I scanned around the map, found a public street that seemed to go to the park that the beach was a part of, so off we went.
We found the park! But all six spaces were taken. I saw a little trail off the parking lot that went under a trestle bridge, consulted the map, and saw that there was another road close by running parallel. Perhaps there was yet another way in.
(See, I respect boundaries… but it doesn’t mean I stop looking for a break to get through them.)
Going up and around, I found the road and an area where a suspicious number of cars were parked. There was nothing around—no stores or houses, just a line of cars. Sure enough, as I drove by, I spied that trestle bridge. I circled back, parked with the others (we surely couldn't all get ticketed, could we?) and headed down the little path to the park that had access to the aptly named Hidden Beach.
The park was just a small children’s park with some kids’ equipment and a little open lawn before the path led down the hill to the beach.
Tucker watched two labs chasing balls in the ocean and cried a little, wanting to be included.
“Tucker, you hate the water. And you don’t play fetch. Let's walk the other way.”
“Tuck, they’re off leash, you don’t know if you’ll like them, and honestly, I’m a little tired. And so are you. We should head out to dinner.”
Tucker stood his ground; I leaned toward the beach’s exit, he leaned toward the dogs.
“Tucker, no,” I said calmly and envisioned us walking toward back up the hill. He acquiesced and followed along.
We took one more look at Hidden Beach before we headed up the incline.
A few second after sitting, literally only minutes after Tucker had begged to stay and play on the beach, he passed out.
Once in the truck, he had an hour to sleep before we reached our next destination: paying our respects to Methuselah, the great Redwood on Skyline Blvd.
Perhaps that’s one of the reasons I love the redwoods so much. They are individuals rising tall, and yet only do so through the support of others. And when one of them dies, when their time is over and they topple, they let go. They literally let go. They untangle their roots so as to not bring down the entire grove.
But life isn’t over even after they fall.

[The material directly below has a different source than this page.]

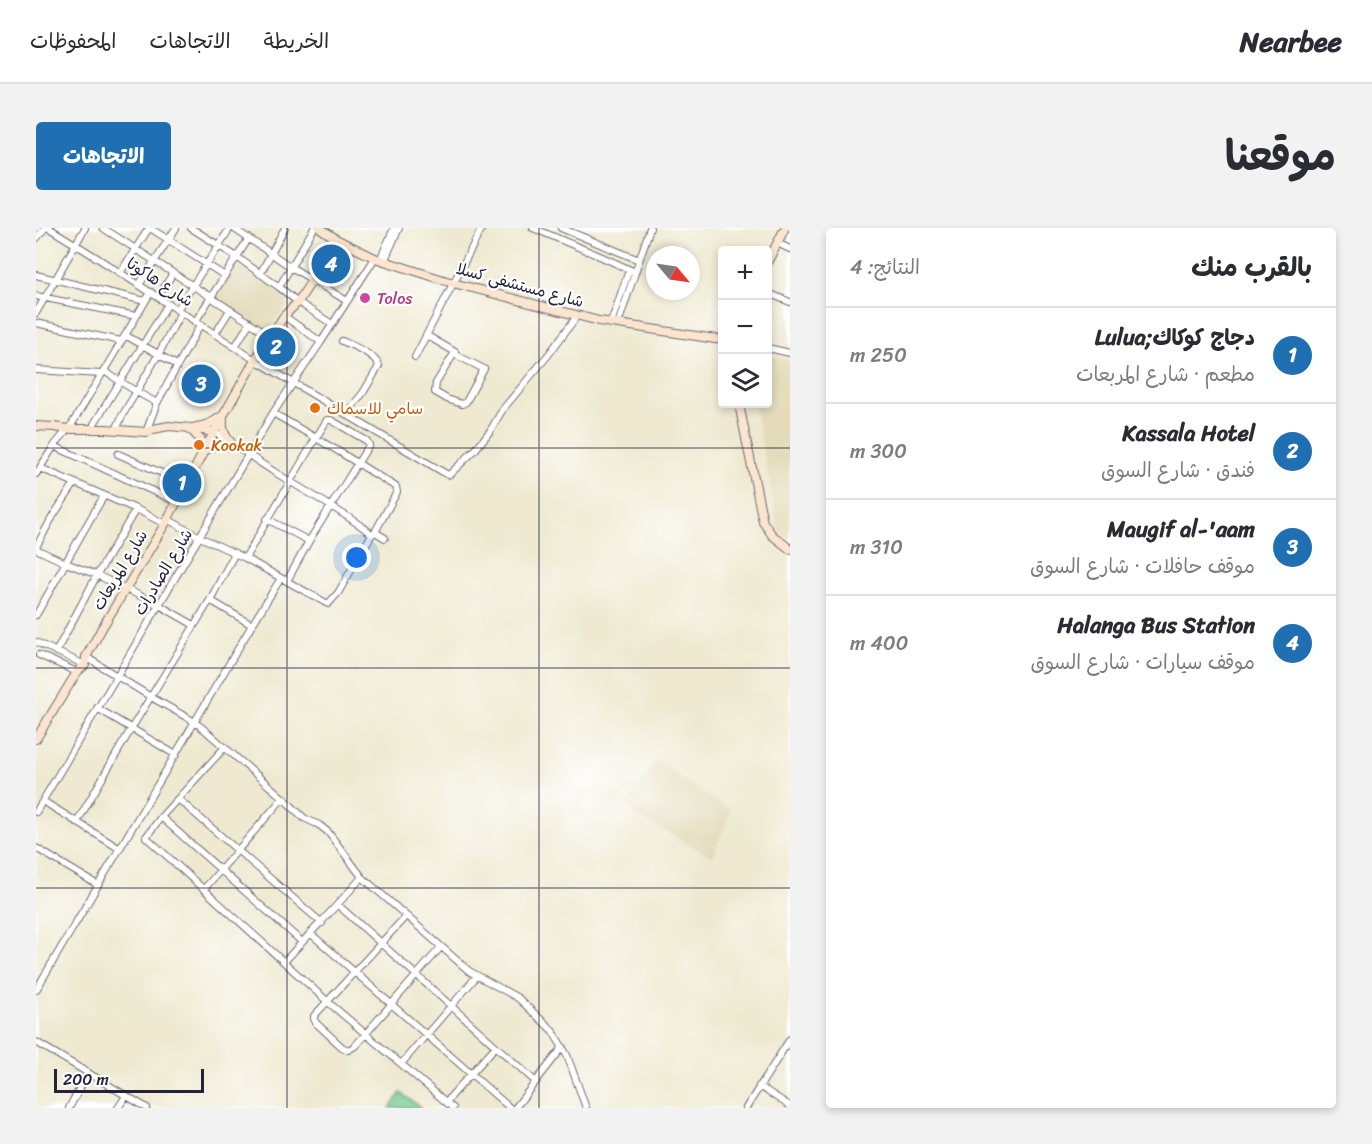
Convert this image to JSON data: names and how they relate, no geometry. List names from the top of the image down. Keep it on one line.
{"streets":{"street":["شارع هاكوتا","شارع مستشفى كسلا","شارع المربعات","شارع الصادرات"]},"crossings":[["شارع هاكوتا","شارع مستشفى كسلا"],["شارع هاكوتا","شارع المربعات"],["شارع هاكوتا","شارع الصادرات"],["شارع مستشفى كسلا","شارع المربعات"],["شارع مستشفى كسلا","شارع الصادرات"]],"places":["Tolos","سامي للاسماك","Kookak"],"scale_bar":"200 m","north":"bottom right","page":{"header":"Nearbee","nav":["الخريطة","الاتجاهات","المحفوظات"],"title":"موقعنا","buttons":"الاتجاهات","heading":["بالقرب منك","النتائج: 4"],"pins":["4","2","3","1"],"map_buttons":["+","−"],"list":[{"mark":"1","name":"دجاج كوكاك;Lulua","note":"مطعم · شارع المربعات","value":"250 m"},{"mark":"2","name":"Kassala Hotel","note":"فندق · شارع السوق","value":"300 m"},{"mark":"3","name":"Maugif al-'aam","note":"موقف حافلات · شارع السوق","value":"310 m"},{"mark":"4","name":"Halanga Bus Station","note":"موقف سيارات · شارع السوق","value":"400 m"}],"scale":"200 m"}}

New life begins in and on their trunk. Woodland animals make their homes in it, bacteria and insects eat away at the fibers, and the tree eventually adds nutrients to the soil, still contributing to the community that once helped it stand tall.

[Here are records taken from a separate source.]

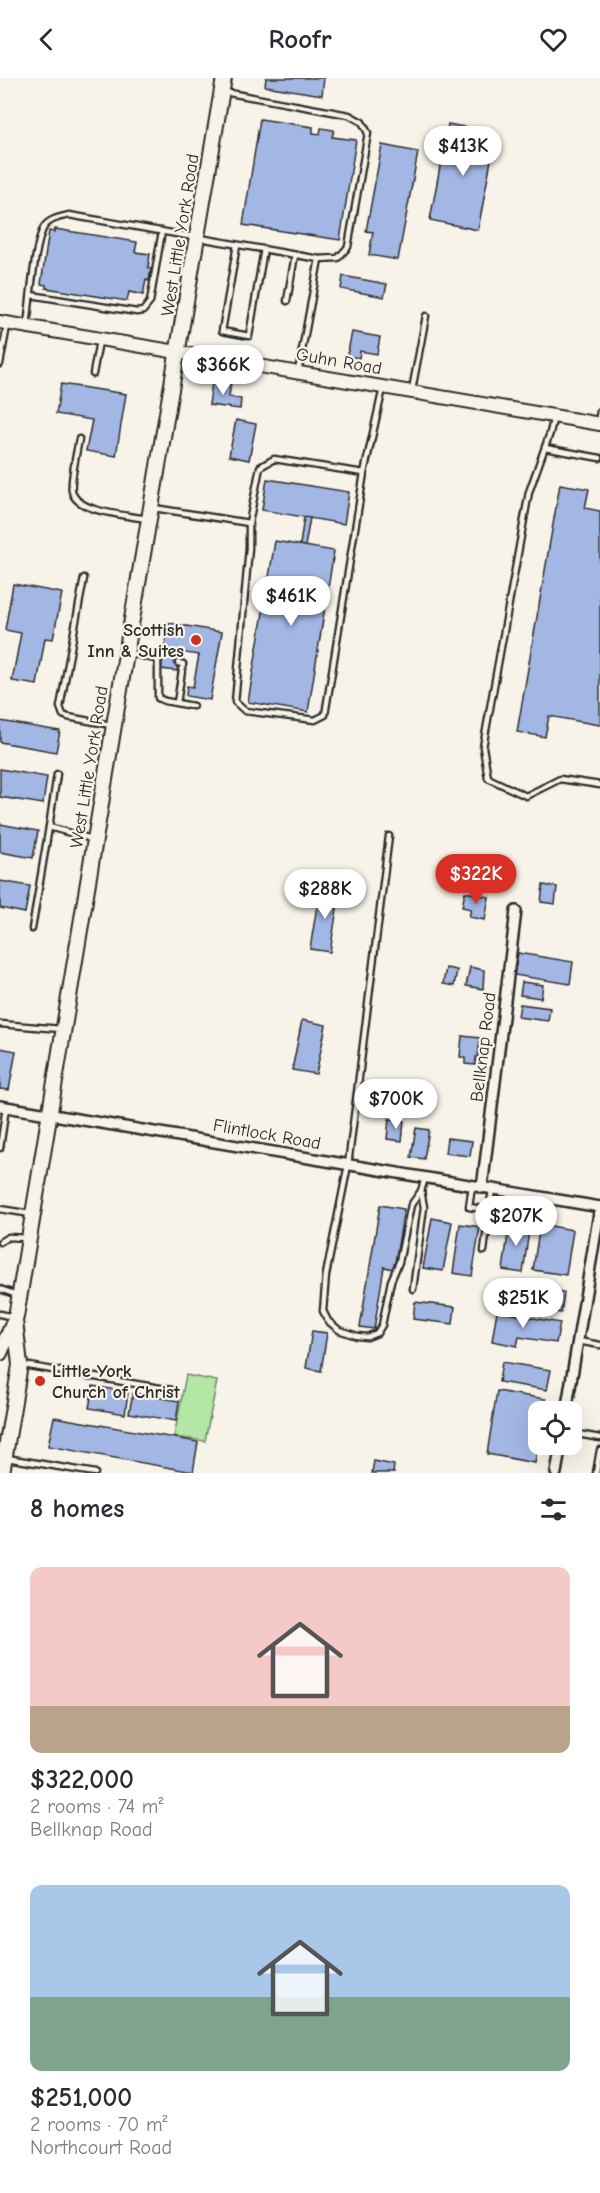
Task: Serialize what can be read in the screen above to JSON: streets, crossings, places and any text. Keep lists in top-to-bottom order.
{
  "streets": {
    "main road": ["West Little York Road"],
    "street": ["Guhn Road", "Bellknap Road", "Flintlock Road"]
  },
  "crossings": [
    ["West Little York Road", "Guhn Road"],
    ["West Little York Road", "Flintlock Road"],
    ["Bellknap Road", "Flintlock Road"]
  ],
  "places": ["Scottish Inn & Suites", "Little York Church of Christ"],
  "page": {
    "header": "Roofr",
    "price": [
      "$413K",
      "$366K",
      "$461K",
      "$322K",
      "$288K",
      "$700K",
      "$207K",
      "$251K"
    ],
    "heading": "8 homes",
    "list": [
      {
        "name": "$322,000",
        "note": "2 rooms · 74 m² · Bellknap Road"
      },
      {
        "name": "$251,000",
        "note": "2 rooms · 70 m² · Northcourt Road"
      }
    ]
  }
}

The Redwood grove is life. It is connection. It is the place I feel most at home. Perhaps I once was a part of this soil, or perhaps one day I will be. They say time is a construct and all that exists is this moment, and yet in this moment is all time.
I pondered all this as I sat, eating my birthday meal at Alice’s Restaurant while Tucker napped at my feet.
We traveled back to our tiny house along Skyline Blvd. It is a lot of forest, and a lot of open land as well, ocean view property although many miles away from it. We were lucky enough in timing that we were crossing through one of the open meadows when the sun took its final bow for the day.
I pulled over and watched it go, capturing its quick descent, and bidding the day farewell.
Life takes turns we don’t expect, but some of those turns are the most meaningful events and greatest gifts, sending us in directions we never fathomed. Certainly this beautiful furry soul was one of those unexpected turns and greatest gifts, and now I can't imagine life without him. With Tucker, I feel ready--and looking forward to--all the unexpected twists and turns that lay ahead on the trail. Not only because was he, himself, was a twist I never saw coming, but because I know he will always lead us to just where we need to be.